On September 20th, 2016, a large DDoS attack took down the site krebsonsecurity.com, the blog of renowned cybersecurity journalist, Brian Krebs. Without exaggerating, this is perhaps one of the first moments when the general public finally reacted to the threat residing within the Internet of Things (IoT). One month later, the Mirai malware knocked out almost half of the Internet using a botnet made up entirely of webcams, routers and baby monitors. The list of potentially ‘hackeable’ smart objects is continuously expanding – from connected cars to door closing systems in hotels and even cardiac devices.
While last year we were mainly concerned with these three threats: APTs, ransomware and DDoS attacks via IoT botnets, 2017 is likely to see the dawn of a hybrid type of hacking, one that would combine the techniques used in all three categories. Let’s say, for instance, that the connected objects of your enterprise were taken hostage. If you refuse to pay the ransom, those responsible threaten you with a DDoS attack. This new trend in cybercrime is also known as ‘jackware’. In other words, a more advanced type of ransomware, targeting exclusively IoT components. Or, should we rather say, RoT (the Ransomware of Things)?

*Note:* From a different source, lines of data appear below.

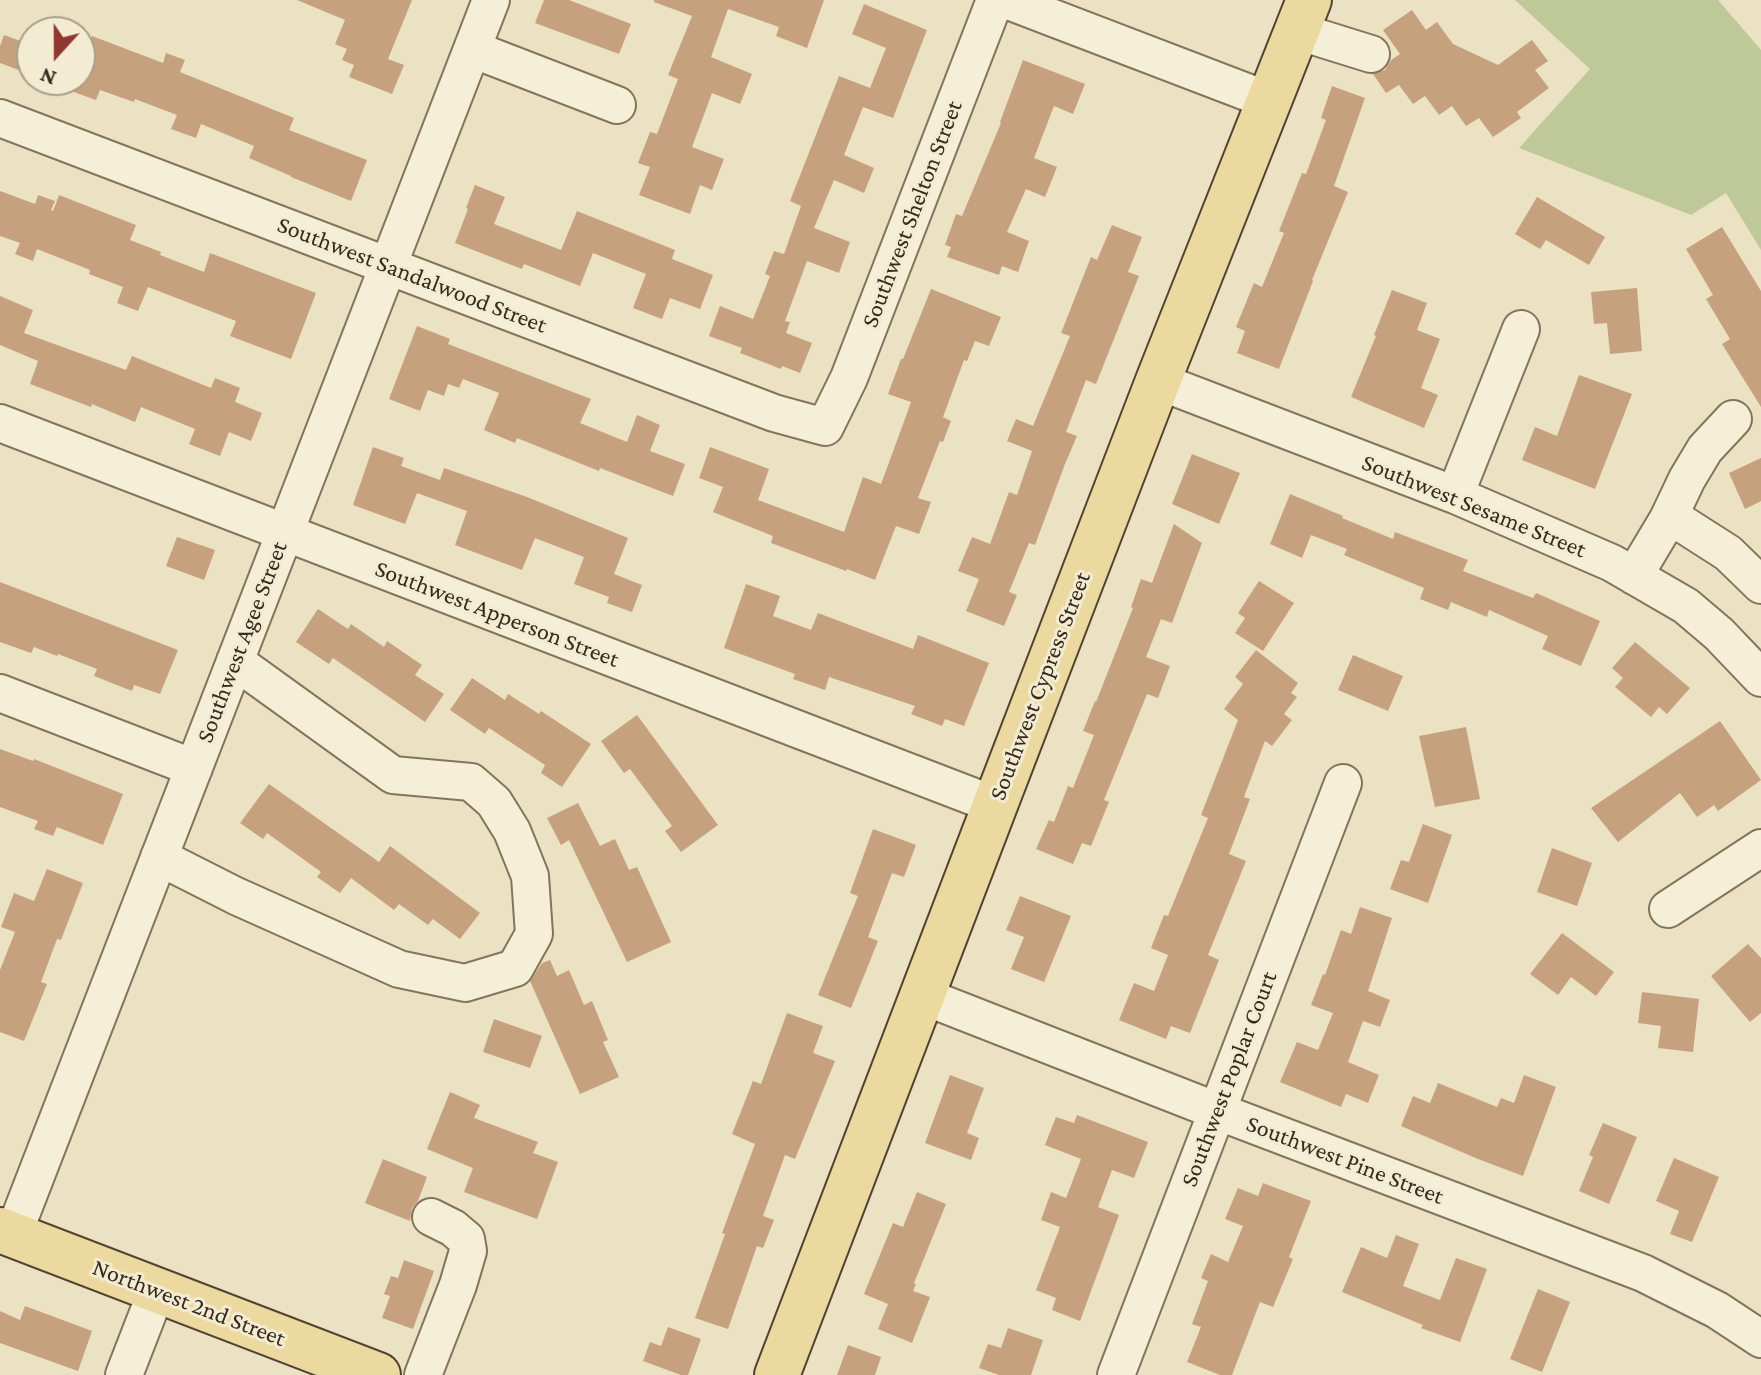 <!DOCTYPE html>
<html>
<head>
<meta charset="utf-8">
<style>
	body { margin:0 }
	#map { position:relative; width:1761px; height:1375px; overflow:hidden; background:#ebe2c4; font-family:"Crimson Pro",serif }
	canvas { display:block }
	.north { position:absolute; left:16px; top:16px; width:80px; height:80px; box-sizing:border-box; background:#f3ecd3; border:2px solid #a79f8b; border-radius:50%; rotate:201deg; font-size:22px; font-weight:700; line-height:32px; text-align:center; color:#352b1f }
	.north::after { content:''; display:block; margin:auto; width:28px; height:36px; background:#8f3730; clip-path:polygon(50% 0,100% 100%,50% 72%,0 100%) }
</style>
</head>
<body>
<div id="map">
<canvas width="1761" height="1375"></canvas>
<div class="north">N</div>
</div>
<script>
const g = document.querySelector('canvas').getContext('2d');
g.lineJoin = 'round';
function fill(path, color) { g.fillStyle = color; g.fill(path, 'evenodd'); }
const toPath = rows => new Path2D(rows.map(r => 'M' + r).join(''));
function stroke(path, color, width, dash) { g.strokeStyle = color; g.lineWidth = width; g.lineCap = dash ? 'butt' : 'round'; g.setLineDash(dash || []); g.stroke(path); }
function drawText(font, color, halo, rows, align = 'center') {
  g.font = font + ' "Crimson Pro",serif'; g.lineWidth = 6; g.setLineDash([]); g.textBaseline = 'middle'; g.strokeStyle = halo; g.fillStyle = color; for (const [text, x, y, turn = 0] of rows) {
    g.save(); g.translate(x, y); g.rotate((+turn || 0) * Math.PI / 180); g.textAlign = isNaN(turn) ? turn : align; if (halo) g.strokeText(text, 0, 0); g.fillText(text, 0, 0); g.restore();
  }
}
const green = toPath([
	[1515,0,1718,0,1761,50,1761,250,1726,193,1691,215,1519,148,1590,69]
]);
const building = toPath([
	[297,0,412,0,388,59,404,65,392,94,349,77,354,65,342,60,347,49,335,44,345,20],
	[544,0,569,0,631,24,619,54,535,23],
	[654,0,824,0,807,48,776,36,779,27,728,9,711,57,752,74,740,104,712,93,692,147,724,159,712,190,700,185,690,214,639,195,650,167,638,163,650,132,657,134,678,79,668,75,692,16,654,2],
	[864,4,927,30,893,118,863,107,844,155,874,168,864,193,834,180,814,228,850,242,839,273,807,261,785,321,790,322,786,333,812,343,800,373,782,366,781,369,740,353,742,348,709,336,720,306,753,319,770,276,765,274,774,251,784,254,801,206,790,201,839,76,870,88,886,48,852,34],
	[1412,10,1426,30,1437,22,1453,44,1498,65,1532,40,1548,61,1535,70,1549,88,1517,112,1521,118,1493,137,1479,118,1466,126,1452,106,1439,115,1425,96,1413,104,1399,85,1386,93,1373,74,1385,70,1391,60,1400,54,1383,30],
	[4,35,32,45,32,75,0,63,0,46],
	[92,36,163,63,166,53,185,60,180,72,294,118,289,130,367,160,351,201,291,177,291,176,249,158,254,146,201,124,196,138,171,129,177,115,135,99,134,102,100,90,96,100,71,91,76,80,80,80,80,68],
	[1023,60,1085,84,1073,114,1054,106,1034,158,1057,167,1045,197,1026,189,1007,232,1029,241,1018,272,1002,266,999,275,947,257,951,247,945,245,956,214,962,216,1001,123,1000,122],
	[1332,86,1365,98,1334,186,1348,192,1312,280,1313,281,1279,369,1237,353,1245,331,1236,327,1254,283,1262,287,1284,233,1279,231,1302,173,1306,174,1326,120,1321,118],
	[475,185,505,197,494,224,561,250,577,211,675,250,672,259,713,275,700,309,670,298,662,319,633,308,646,274,593,253,580,286,524,264,522,269,455,243,468,209,466,208],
	[0,191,35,204,38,195,55,201,51,210,53,211,59,195,136,225,130,240,161,252,160,255,204,272,210,253,316,293,291,359,230,336,236,321,148,287,138,311,117,303,123,287,89,274,90,270,37,249,33,261,15,254,20,243,0,236],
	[1537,197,1605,237,1589,265,1546,240,1540,249,1515,234],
	[1112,225,1142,237,1128,272,1139,276,1096,384,1086,380,1066,432,1077,436,1065,464,1035,545,1029,543,1009,592,1017,595,1004,626,966,611,979,579,958,571,972,537,990,544,1009,492,1017,495,1032,451,1007,441,1016,419,1033,426,1070,336,1061,333,1091,257,1097,260],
	[1722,227,1761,291,1761,407,1722,344,1730,339,1706,299,1713,295,1686,249],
	[1637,288,1642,351,1610,354,1607,323,1594,324,1591,292],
	[931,289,1001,317,989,346,975,341,967,361,964,360,943,417,951,421,943,442,940,441,918,498,931,502,919,534,896,526,875,580,847,569,846,571,771,543,773,536,713,512,723,487,699,478,710,447,769,469,758,500,844,532,863,477,881,484,902,427,911,402,888,394,901,359,903,359],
	[1392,290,1427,303,1417,330,1440,339,1421,388,1438,395,1424,428,1351,397,1376,336,1374,335],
	[0,296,33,310,24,333,126,370,132,356,211,388,215,378,240,388,235,402,262,413,251,441,229,432,220,456,189,444,195,429,141,407,135,422,92,404,91,407,30,384,38,361,0,345],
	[417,326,450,339,448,344,591,399,580,423,627,442,637,415,660,425,650,451,685,464,673,496,600,468,599,471,517,438,515,443,484,430,499,393,463,379,459,388,448,384,444,396,428,390,420,411,389,399],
	[1579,375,1632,394,1595,489,1522,460,1535,427,1557,436],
	[373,447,404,458,401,466,440,480,444,468,527,497,628,538,614,574,642,585,632,612,607,603,609,597,574,584,584,557,535,538,522,570,455,545,467,511,417,493,405,524,353,505],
	[1192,454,1240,473,1219,524,1172,504],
	[1761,458,1761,501,1745,509,1729,473],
	[1290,494,1343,516,1342,518,1393,539,1395,532,1468,560,1463,571,1533,598,1536,593,1600,621,1581,666,1542,649,1548,636,1489,610,1487,617,1451,602,1448,610,1420,599,1424,588,1344,555,1347,549,1311,535,1302,558,1270,544],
	[1174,524,1202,543,1172,623,1161,619,1146,657,1170,666,1158,698,1147,694,1104,800,1109,802,1091,846,1082,843,1073,864,1036,849,1049,820,1054,822,1068,786,1073,788,1094,735,1083,731,1095,701,1096,702,1133,608,1131,607,1141,579,1152,583],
	[177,537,215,550,204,580,166,566],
	[1259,581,1294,603,1263,651,1235,633,1245,618,1238,613],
	[0,582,178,650,160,694,134,685,132,691,94,676,97,669,58,654,57,656,34,647,31,653,0,642],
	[746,584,780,596,773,616,811,630,818,613,913,649,918,635,989,663,964,726,945,719,942,726,911,714,915,706,829,677,825,690,793,679,795,674,724,648],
	[318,609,348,629,351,624,384,647,387,641,422,665,415,675,444,694,425,722,333,658,329,664,296,642],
	[1635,642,1690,688,1667,714,1659,707,1651,717,1615,687,1623,678,1612,668],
	[1256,650,1298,683,1291,693,1297,697,1284,714,1292,720,1272,746,1265,741,1244,797,1250,799,1229,854,1246,861,1208,955,1219,960,1190,1033,1171,1026,1166,1039,1119,1020,1134,983,1154,991,1168,955,1151,948,1164,915,1168,916,1208,818,1201,815,1238,720,1224,709,1243,684,1235,677],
	[1353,655,1403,676,1388,711,1338,690],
	[472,678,505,700,508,694,539,714,541,711,591,744,562,787,541,773,545,765,489,728,485,734,450,710],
	[637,715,718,825,681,852,665,831,672,826,630,769,624,773,601,741],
	[1720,721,1761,780,1718,811,1714,805,1697,817,1680,793,1618,842,1591,808],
	[1466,727,1480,799,1435,807,1419,736],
	[0,749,33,761,34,759,123,794,103,845,57,827,53,836,34,829,38,821,0,807],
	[269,784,379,862,390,846,480,913,460,939,433,919,428,925,399,904,394,910,351,878,340,893,317,877,321,872,267,833,263,839,240,823],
	[578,803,600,846,615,839,629,870,637,867,671,942,627,962,569,840,561,845,547,818],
	[1423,824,1452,835,1428,903,1390,889,1401,860,1409,862],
	[873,829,916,845,904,877,892,873,868,937,878,941,851,1008,818,995,858,896,850,893],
	[1552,848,1592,863,1577,906,1537,892],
	[47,869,83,883,61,940,57,939,41,982,47,984,24,1041,0,1032,0,970,15,932,1,927,14,893,34,901],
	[1020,896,1071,916,1044,982,1011,969,1024,937,1006,930],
	[1360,907,1392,918,1368,991,1390,1000,1380,1027,1363,1021,1348,1062,1379,1075,1368,1103,1346,1094,1341,1107,1280,1082,1297,1042,1318,1050,1333,1013,1311,1005,1323,974,1325,975,1341,930,1351,934],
	[1562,933,1614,972,1596,996,1571,977,1558,995,1530,974],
	[1748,944,1761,958,1761,1013,1750,1022,1711,976],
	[550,960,557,976,569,970,584,1005,592,1001,608,1040,603,1042,619,1077,580,1094,530,981,542,963],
	[1642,992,1699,999,1693,1052,1658,1048,1661,1026,1638,1023],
	[787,1013,823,1026,813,1053,835,1061,795,1159,785,1155,763,1216,774,1220,763,1248,757,1246,728,1329,695,1318,725,1234,722,1233,755,1144,732,1134,753,1081,761,1084],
	[494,1019,542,1036,530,1068,483,1052],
	[950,1075,984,1088,967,1133,979,1138,971,1160,925,1143],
	[1524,1075,1556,1087,1523,1176,1478,1159,1401,1126,1413,1096,1430,1103,1438,1083,1497,1107,1501,1098,1514,1103],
	[450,1092,480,1105,474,1118,538,1142,533,1153,558,1162,537,1219,464,1192,473,1168,427,1149],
	[1077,1115,1148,1142,1134,1178,1112,1170,1098,1207,1119,1215,1080,1321,1052,1310,1056,1298,1036,1290,1060,1227,1041,1220,1051,1192,1066,1198,1081,1159,1045,1145,1056,1117,1074,1123],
	[1603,1123,1637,1137,1609,1204,1579,1191,1593,1157,1589,1155],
	[1674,1158,1719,1177,1692,1242,1670,1234,1679,1211,1656,1201],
	[383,1159,427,1177,418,1201,412,1208,410,1221,365,1203],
	[1263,1183,1311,1201,1289,1257,1293,1259,1273,1307,1260,1302,1232,1375,1220,1375,1187,1362,1201,1327,1192,1324,1208,1281,1201,1278,1211,1254,1228,1262,1243,1226,1225,1219,1238,1188,1258,1196],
	[917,1192,946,1204,914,1283,916,1284,913,1291,930,1297,912,1343,878,1329,888,1304,864,1294,893,1223,903,1227],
	[1396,1235,1419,1244,1403,1286,1440,1300,1456,1258,1487,1269,1460,1342,1421,1328,1423,1325,1342,1292,1361,1247,1387,1258],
	[404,1260,434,1271,413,1329,382,1318,390,1296,384,1294,391,1276,398,1278],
	[1538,1289,1570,1302,1542,1372,1510,1359],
	[25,1306,92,1331,78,1371,0,1343,0,1311,20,1320],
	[668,1327,701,1339,688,1375,681,1375,643,1361,650,1342,661,1346],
	[1008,1328,1043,1340,1031,1375,999,1375,979,1368,988,1344,1001,1348],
	[848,1345,881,1357,875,1375,837,1375]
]);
const minor = toPath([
	[1006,0,1270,101],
	[1297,31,1371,54],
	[472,49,617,105],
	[0,118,774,413,825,427,849,378,995,0],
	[1158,381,1455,495,1612,563,1686,606,1719,634,1761,678],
	[0,423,995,805],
	[1455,495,1521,329],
	[1668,519,1687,479,1705,449,1733,419],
	[1634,576,1668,519,1678,521,1728,553,1761,585],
	[0,693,194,768],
	[159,857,236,896,399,969,465,983,515,968,534,934,530,876,512,831,494,802,471,782,393,775,235,661],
	[1668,909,1761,848],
	[923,996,1217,1111,1643,1273,1717,1310,1761,1339],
	[13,1235,491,0],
	[124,1375,157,1290],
	[423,1375,458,1285,468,1251,466,1239,453,1228,431,1217],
	[1116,1375,1343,783]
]);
const major = toPath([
	[0,1230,378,1375],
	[777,1375,995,805,1158,381,1309,0]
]);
const streetNames = [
	["Southwest Shelton Street",912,214,-69],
	["Southwest Sandalwood Street",412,275,21],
	["Southwest Sesame Street",1474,506,22],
	["Southwest Apperson Street",497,614,21],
	["Southwest Agee Street",242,642,-69],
	["Southwest Cypress Street",1040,686,-69],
	["Southwest Poplar Court",1229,1079,-69],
	["Southwest Pine Street",1345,1160,21],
	["Northwest 2nd Street",189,1303,21]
];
fill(green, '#bfc899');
fill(building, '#c6a17d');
stroke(minor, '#84745c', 40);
stroke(major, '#524330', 48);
stroke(minor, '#f6efd7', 36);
stroke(major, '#ebd99f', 44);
drawText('24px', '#352b1f', '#f3ecd3', streetNames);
</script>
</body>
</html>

The most recent incident of this type does not concern your connected socks (yes, that actually exists!), but, surprisingly so, your printers. Why is a printer hack so surprising in this day and time? Let’s just say that these endpoints, ever-present in the life of a company, should be better secured by now. To try and raise awareness, a gray hat called Stackoverflowin committed the biggest hack of connected printers to this date (we later learned that the hacker in question was actually a British high school student – GG UK!).
Beginning of February, 150,000 HP, Brother, Canon and Epson printers, used by professionals and private individuals alike, started printing out of nowhere bizarre drawings. The doodles were also accompanied by the following advice: you must secure your machine.
Some users were impressed with Stackoverflowin’s technique
A well-intended suitor (fortunately)
To gain access to these devices, Stackoverflowin designed his own automated script. Thus, he managed locating all open ports and, consequently, all printers left unprotected. The hacker’s scripts target exclusively printers with IPP (Internet Printing Protocol), LPD (Line Printer Daemon) and TCP / 9100 ports, all which are open to external connections. The scripts also contain an exploit that uses an RCE (remote code execution) vulnerability to trigger incognito printing jobs on targeted devices.
Stackoverflowin states that he’s stumbled upon quite some differences in the way each country secures its printers. The good news? France is not among the worst students since its operators are usually preconfigured to block any incoming connection.
It is important to clarify that the purpose of this gray hat hacker was not to build a botnet. Indeed, Stackoverflowin claims to have only tried to sound the alarm where the cybersecurity risks of online exposed printers are concerned.
“People have done this in the past and sent racist flyers etc. I’m not about that, I’m about helping people to fix their problem, but having a bit of fun at the same time; Everyone’s been cool about it and thanked me to be honest.” (source: BleepingComputer)
The hack to which Stackoverflowin is referring to took place in March 2016, when a cybercriminal nicknamed Weev triggered a spontaneous printing job on about a hundred printers, broadcasting anti-Semitic messages.
Not even having had graduated high school yet, the British youngster announced that he has done his part in raising awareness among the general public. And we can’t argue with him on that one.
A toxic relationship (unfortunately)
A report released last week reveals the disastrous security state of connected printers. Researchers also stated that these endpoints could easily be used as entry points and pivot points when attacking corporate networks.
To protect printers connected to the Internet, it is sufficient to verify that they can be accessed from the outside only using a secure protocol.
Problem solved, right? Yes, but no.
IoT spending is growing at a tremendous rate (3 times faster than traditional ICT markets). Today we’re talking about an attack targeting 150,000 printers, tomorrow the number could reach the order of millions. The truth is that we’ve committed, without even realizing it, to a toxic relationship with the IoT. However, we are still far from reaching a satisfactory level of security.
However, the year 2016 saw the beginning of a still weak movement, but nevertheless beneficial for our relationship with smart devices. The publication of the document “Strategic Principles in Securing IoT” by the US Department of Homeland Security and NIST is one example of the emerging efforts led by government agencies.
NIST is the National Institute of Standards and Technology, which is part of the US Department of Commerce. Over the years, the agency has had a positive impact on many aspects of cybersecurity. We hope that this approach – along with many others around the world – will help us move forward in 2017, working towards the goal of securing our digital lives against those who choose to extort from us.